23 de Julho de 2024 | Fátima Ferreira
RESENDE. TOMÁS E ALBERTINA, 65 ANOS DE PAIXÃO
Destaque

Celebraram este ano 65 anos de casados, os nossos amigos Tomás Pereira e Albertina Cunha. Residentes na Rua Sra. da Piedade em Resende há cerca de 30 anos, foi também nesta freguesia, precisamente no Lugar da Barroca, que nasceu Tomás Pereira, há 90 anos. O aniversário ainda está fresco, e por isso queremos parabenizar o simpático nonagenário, que cumpriu no dia 8 deste mês, 90 primaveras. Nem todas foram floridas, mas tem sido toda uma vida repleta de aventuras, histórias para contar e sobretudo um exemplo de vida para admirar.

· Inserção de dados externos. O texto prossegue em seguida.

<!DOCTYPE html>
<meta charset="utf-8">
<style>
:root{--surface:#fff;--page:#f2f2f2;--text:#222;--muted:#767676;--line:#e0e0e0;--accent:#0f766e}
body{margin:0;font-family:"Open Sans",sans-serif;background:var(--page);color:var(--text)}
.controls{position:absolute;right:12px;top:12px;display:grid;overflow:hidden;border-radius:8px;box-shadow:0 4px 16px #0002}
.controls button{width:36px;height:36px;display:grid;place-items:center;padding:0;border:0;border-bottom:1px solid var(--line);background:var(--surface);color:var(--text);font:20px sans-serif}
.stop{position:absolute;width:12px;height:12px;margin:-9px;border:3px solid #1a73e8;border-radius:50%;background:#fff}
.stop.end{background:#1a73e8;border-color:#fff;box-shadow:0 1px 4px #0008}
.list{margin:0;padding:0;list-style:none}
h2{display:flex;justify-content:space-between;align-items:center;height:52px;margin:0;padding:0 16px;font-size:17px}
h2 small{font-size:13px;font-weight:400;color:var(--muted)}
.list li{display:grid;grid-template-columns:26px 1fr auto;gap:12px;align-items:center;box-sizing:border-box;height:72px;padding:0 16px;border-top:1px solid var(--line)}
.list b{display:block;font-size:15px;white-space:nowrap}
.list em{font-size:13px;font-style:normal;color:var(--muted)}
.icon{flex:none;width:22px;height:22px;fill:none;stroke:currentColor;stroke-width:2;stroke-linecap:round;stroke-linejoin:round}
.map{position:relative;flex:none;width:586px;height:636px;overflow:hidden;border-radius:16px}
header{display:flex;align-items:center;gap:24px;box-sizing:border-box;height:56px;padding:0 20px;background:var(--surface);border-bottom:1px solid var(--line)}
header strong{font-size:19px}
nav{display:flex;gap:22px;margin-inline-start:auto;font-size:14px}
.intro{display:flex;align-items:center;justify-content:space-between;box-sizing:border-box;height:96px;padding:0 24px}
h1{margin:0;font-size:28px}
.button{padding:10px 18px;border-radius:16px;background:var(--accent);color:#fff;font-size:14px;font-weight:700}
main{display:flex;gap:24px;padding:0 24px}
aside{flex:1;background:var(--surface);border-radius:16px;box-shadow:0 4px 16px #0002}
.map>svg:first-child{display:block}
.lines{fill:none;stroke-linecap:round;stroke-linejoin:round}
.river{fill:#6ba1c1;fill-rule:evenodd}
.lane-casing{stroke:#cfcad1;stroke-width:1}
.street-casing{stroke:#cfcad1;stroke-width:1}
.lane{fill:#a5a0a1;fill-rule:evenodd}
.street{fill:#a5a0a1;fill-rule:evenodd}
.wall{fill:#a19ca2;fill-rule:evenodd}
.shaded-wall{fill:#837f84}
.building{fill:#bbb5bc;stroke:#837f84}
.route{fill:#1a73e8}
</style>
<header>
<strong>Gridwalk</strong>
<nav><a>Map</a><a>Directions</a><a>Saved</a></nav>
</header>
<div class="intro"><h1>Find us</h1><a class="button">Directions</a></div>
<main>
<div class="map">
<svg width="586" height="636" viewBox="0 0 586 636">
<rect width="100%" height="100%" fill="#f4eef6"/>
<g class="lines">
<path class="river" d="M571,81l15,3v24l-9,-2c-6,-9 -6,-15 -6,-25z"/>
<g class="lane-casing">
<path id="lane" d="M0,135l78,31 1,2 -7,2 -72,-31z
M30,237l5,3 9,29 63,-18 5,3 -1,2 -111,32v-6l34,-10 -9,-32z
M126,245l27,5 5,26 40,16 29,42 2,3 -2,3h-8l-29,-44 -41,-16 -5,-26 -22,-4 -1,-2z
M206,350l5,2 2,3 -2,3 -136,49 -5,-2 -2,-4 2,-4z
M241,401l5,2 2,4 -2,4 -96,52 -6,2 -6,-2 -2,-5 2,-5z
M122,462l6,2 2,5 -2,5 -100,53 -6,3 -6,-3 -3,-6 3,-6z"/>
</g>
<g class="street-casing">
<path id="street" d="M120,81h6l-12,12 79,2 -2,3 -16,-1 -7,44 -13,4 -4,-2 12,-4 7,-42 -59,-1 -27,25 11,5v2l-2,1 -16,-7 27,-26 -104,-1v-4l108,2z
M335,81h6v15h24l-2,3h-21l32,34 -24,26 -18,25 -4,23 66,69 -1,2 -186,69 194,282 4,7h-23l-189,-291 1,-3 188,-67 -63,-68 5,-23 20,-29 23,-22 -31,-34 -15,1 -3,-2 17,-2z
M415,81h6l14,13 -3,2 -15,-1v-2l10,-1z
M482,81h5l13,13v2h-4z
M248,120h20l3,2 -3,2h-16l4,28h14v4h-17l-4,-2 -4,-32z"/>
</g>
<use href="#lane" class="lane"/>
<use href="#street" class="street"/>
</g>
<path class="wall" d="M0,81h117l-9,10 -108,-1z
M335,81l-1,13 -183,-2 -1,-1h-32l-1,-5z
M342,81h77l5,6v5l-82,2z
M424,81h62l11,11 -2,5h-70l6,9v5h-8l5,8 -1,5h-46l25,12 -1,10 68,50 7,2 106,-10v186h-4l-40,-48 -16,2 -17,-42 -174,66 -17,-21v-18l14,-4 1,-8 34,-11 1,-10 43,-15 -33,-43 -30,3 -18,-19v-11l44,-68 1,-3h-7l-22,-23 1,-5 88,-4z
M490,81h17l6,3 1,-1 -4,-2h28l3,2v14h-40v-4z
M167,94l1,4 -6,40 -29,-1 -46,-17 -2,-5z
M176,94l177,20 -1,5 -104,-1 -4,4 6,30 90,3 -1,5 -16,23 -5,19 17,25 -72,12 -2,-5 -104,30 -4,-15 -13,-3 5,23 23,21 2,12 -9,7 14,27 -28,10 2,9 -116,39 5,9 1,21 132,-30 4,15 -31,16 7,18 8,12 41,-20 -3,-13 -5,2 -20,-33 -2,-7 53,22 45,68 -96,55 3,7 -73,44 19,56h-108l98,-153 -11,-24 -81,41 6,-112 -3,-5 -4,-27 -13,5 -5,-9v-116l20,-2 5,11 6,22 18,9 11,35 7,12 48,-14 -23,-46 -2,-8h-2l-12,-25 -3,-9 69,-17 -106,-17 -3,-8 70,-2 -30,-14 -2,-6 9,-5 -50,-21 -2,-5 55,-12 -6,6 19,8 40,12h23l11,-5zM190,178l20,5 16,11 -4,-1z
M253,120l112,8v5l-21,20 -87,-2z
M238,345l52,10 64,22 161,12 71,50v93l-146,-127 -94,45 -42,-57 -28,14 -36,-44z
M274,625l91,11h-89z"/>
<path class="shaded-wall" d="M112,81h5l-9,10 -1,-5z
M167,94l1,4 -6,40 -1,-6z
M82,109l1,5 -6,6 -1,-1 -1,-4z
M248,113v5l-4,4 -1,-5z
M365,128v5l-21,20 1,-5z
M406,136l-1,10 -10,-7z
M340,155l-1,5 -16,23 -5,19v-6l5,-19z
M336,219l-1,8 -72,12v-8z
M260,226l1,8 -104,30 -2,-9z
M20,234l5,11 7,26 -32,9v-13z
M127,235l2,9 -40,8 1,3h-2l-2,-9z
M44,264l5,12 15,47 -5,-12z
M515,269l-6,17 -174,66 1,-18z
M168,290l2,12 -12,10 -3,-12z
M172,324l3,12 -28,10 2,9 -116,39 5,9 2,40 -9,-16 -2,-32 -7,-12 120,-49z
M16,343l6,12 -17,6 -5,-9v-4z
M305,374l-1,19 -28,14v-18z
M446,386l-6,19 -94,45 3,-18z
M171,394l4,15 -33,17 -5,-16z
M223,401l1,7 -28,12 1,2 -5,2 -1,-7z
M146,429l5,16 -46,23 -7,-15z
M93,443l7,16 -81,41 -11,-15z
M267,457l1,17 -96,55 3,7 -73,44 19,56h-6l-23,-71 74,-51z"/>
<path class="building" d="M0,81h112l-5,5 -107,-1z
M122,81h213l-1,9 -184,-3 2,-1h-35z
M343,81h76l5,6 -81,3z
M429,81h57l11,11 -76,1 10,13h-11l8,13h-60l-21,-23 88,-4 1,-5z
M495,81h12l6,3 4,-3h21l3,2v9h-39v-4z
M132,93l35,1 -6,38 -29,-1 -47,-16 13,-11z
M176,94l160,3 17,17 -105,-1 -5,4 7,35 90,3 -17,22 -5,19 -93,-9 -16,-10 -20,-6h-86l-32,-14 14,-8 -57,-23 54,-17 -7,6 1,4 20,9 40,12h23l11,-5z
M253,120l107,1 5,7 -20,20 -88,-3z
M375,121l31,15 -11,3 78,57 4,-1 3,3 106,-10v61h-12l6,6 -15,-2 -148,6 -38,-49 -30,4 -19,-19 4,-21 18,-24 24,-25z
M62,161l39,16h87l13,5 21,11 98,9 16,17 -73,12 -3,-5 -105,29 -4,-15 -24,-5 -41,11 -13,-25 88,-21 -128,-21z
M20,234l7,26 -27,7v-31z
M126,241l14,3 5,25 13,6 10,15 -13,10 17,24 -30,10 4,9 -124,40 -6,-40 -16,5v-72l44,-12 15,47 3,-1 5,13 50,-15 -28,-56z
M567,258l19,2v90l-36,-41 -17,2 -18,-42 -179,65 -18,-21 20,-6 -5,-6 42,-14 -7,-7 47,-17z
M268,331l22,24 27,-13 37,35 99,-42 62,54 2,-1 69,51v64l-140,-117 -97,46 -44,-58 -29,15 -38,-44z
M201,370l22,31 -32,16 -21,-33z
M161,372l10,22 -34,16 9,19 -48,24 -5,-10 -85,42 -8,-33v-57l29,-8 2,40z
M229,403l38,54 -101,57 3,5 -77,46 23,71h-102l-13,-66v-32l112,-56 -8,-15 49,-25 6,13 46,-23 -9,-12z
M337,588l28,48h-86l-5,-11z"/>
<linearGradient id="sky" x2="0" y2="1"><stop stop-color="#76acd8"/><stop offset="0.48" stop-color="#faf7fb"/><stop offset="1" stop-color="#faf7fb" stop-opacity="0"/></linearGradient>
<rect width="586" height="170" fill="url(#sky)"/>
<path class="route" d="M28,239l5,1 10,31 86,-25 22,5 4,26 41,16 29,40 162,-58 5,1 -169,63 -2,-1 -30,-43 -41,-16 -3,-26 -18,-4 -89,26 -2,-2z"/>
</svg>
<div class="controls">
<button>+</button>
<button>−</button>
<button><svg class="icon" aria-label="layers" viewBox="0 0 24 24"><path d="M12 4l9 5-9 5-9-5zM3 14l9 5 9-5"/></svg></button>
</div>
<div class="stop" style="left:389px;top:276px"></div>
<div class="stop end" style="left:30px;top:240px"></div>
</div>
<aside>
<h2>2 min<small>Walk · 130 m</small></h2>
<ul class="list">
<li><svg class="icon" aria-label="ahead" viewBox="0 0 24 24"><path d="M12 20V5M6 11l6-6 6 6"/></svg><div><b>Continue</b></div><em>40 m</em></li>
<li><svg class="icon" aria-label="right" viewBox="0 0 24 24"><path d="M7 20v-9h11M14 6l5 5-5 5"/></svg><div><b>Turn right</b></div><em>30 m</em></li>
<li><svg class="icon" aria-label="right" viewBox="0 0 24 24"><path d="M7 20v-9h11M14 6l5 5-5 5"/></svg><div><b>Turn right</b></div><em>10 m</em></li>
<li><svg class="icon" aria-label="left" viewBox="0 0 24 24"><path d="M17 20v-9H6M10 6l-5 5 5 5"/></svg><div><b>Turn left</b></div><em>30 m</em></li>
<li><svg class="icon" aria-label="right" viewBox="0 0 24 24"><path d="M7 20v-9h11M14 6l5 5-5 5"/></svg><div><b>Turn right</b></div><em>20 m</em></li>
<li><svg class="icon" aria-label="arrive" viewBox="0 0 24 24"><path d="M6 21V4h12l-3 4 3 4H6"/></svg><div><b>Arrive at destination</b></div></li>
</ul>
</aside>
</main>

A história do casal começou ainda antes do longínquo ano de 1959, do bem lembrado dia 5 de Janeiro, dia do matrimónio de ambos, celebrado em Cunha, freguesia natal de Albertina. Tinham começado a namorar há um par de anos, numa espadelada do linho. Albertina chegava por essa altura de Lisboa, para onde tinha migrado aos 13 anos com os tios, e aos 16 voltava à terra acompanhada pelo seu irmão, doente. Já não regressaria a Lisboa. Aqui era feliz, nos bailaricos e nos trabalhos agrícolas, era uma jovem alegre, conta-me: “Nessa altura era assim que se arranjavam os namoricos”. Mas este seria especial, foi o Tomás o escolhido para ser o seu companheiro de vida. E que vida! O início foi atribulado, logo no primeiro ano nasce o primeiro filho e 18 meses depois o segundo. Assim se tornam pais de José Cândido e João Alberto. Tomás trabalhava desde os 14 anos como sapateiro na oficina do Armando Sapateiro na nossa vila, que empregava mais de meia dúzia de aprendizes. Tendo aprendido o ofício, e já depois de casado, decidiu rumar a Lisboa à procura de uma oportunidade de trabalho melhor.

Da crónica que Albano Sousa tão bem escreveu acerca deste nosso conterrâneo em Janeiro de 2022, no NC, intitulada “Courenses que tem história – Tomás Pereira o homem da Gaita de Foles”, podemos ler na íntegra a história muito bem contada, pelo que passo a transcrever um pequeno trecho, convidando o leitor a reler o original. “Sem nada organizado, mala de cartão na mão, chega à capital, onde se foi encontrar com o Serafim, um conterrâneo da freguesia de Bico, proprietário de uma sapataria na capital, com dois empregados, um alentejano e outro algarvio. Sem trabalho para o tempo todo nessa sapataria, rumou então até Queluz, onde permaneceu 8 dias. Entretanto, o referido Serafim decidiu emigrar para o Brasil e propôs-me a compra do negócio… estabelecido por conta própria, conheceu um casal de quem se tornou amigo. Passados uns tempos, esse amigo de nome Fausto, decidiu emigrar para terras holandesas. Mais tarde, numas férias em Portugal, ele fez-se acompanhar por um holandês. Chegado a Lisboa, o homem descontrolou-se nos gastos e deu por si sem dinheiro, socorrendo-se então do Tomás, através do amigo Fausto. ‘Emprestei-lhe 32$50’, diz. ‘Foi através desse holandês, de nome John, que rumei até á Holanda, à procura de novas aventuras. Para trás ficaram Lisboa e a sapataria’.”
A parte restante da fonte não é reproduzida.